PostgreSQL Error - Correlated Subquery?
I have a request like this:
SELECT t1.id,
(SELECT COUNT(t2.id)
FROM t2
WHERE t2.id = t1.id
) as num_things
FROM t1
WHERE num_things = 5;
The goal is to get the ID of all items that appear 5 times in another table. However, I am getting this error:
ERROR: column "num_things" does not exist
SQL state: 42703
I am probably doing something silly here as I am somewhat new to databases. Is there a way to fix this request so that I can access it num_things
? Or, if not, is there any other way to achieve this result?
source to share
Several important questions about using SQL:
- You cannot use column aliases in the WHERE clause, but you can in the HAVING clause. This is the reason for the error you received.
- You can make your score better using JOIN and GROUP BY than using correlated subqueries. It will be much faster.
- Use the HAVING clause to filter groups.
This is how I will write this query:
SELECT t1.id, COUNT(t2.id) AS num_things
FROM t1 JOIN t2 USING (id)
GROUP BY t1.id
HAVING num_things = 5;
I understand that this request may be missing JOIN
from t1 as in Charles Bretana's solution.

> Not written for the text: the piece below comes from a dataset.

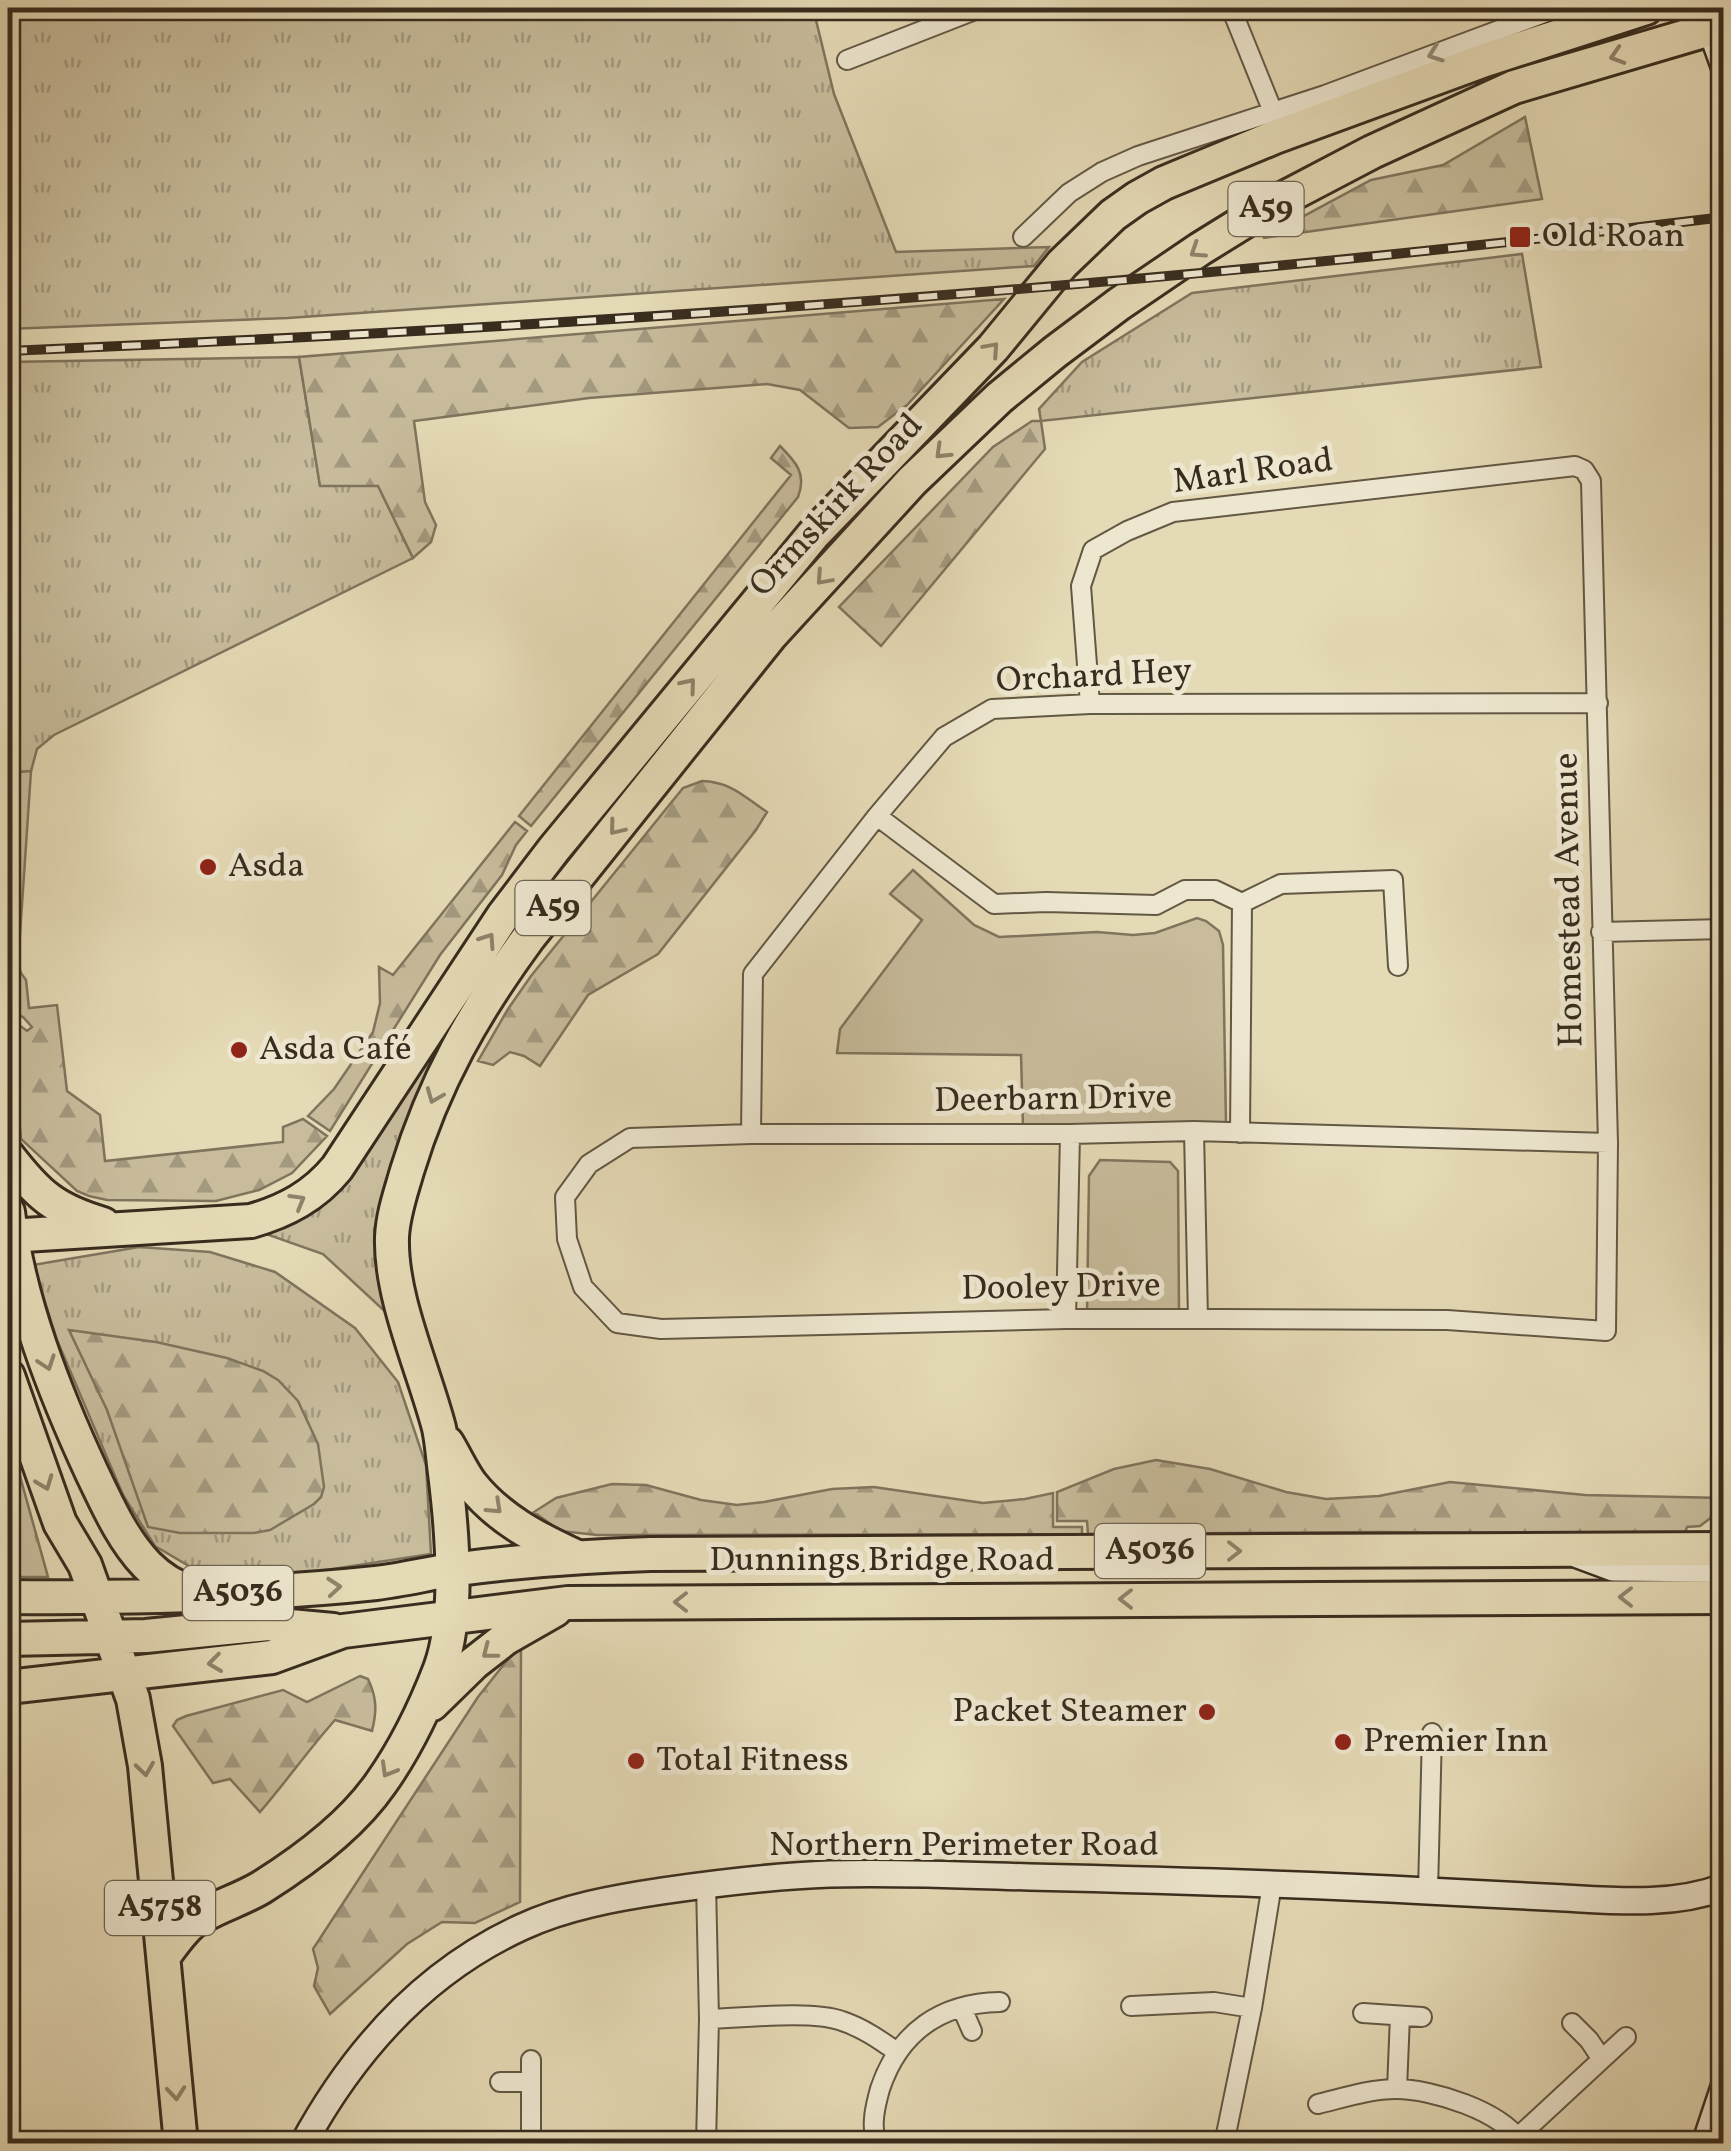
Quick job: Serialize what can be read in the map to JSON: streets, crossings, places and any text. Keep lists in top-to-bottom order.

But I am assuming that you want the query to include some other columns from t1.
Re: question in comment:
The difference is that the proposal WHERE
is evaluated row by row, before it GROUP BY
reduces the groups to one row per group. The proposal HAVING
is evaluated after the formation of groups. Thus, you cannot, for example, change COUNT()
groups using HAVING
; you can only exclude a group.
SELECT t1.id, COUNT(t2.id) as num
FROM t1 JOIN t2 USING (id)
WHERE t2.attribute = <value>
GROUP BY t1.id
HAVING num > 5;
In the above query, WHERE
filters are for rows that match a condition and filters are HAVING
for groups that have at least five counters.
What causes most people's confusion lies in the fact that they do not offer GROUP BY
, so it seems that HAVING
and WHERE
are used interchangeably.
WHERE
evaluated before expressions in the picklist. It might not be obvious because the SQL syntax puts the select list first. Thus, you can save a lot of expensive computation by using WHERE
string constraints.
SELECT <expensive expressions>
FROM t1
HAVING primaryKey = 1234;
If you use a query like this, the expressions in the select list are evaluated for each row, only to discard most of the results due to the condition HAVING
. However, the query below evaluates the expression for only one row that matches the condition WHERE
.
SELECT <expensive expressions>
FROM t1
WHERE primaryKey = 1234;
So, to recap, queries are triggered by the database engine following a series of steps:
- Generate a rowset from the table (s), including any rows created
JOIN
. - Evaluate
WHERE
conditions against a set of rows, filtering out rows that do not match. - Evaluate the expressions in the picklist for each of the rowset.
- Apply column aliases (note that this is a separate step, which means you cannot use aliases in expressions in the select list).
- Condensed groups in one line per group as per proposal
GROUP BY
. - Calculate conditions
HAVING
for groups, filtering out groups that do not match. - Sorting the result according to
ORDER BY
.
source to share
I would like to mention that there is no way in PostgreSQL to use aliased columns in a sentence.
i.e.
SELECT usr_id AS my_id FROM user HAVING my_id = 1
Does not work.
Another example that won't work:
SELECT su.usr_id AS my_id, COUNT (*) AS val FROM sys_user AS su GROUP BY su.usr_id HAVING val> = 1
There will be the same error: the val column is unknown.
I elevated this because Bill Carwin wrote something really wrong for Postgres:
"You cannot use column aliases in the WHERE clause, but you can in the HAVING clause. This is the reason for the error you received.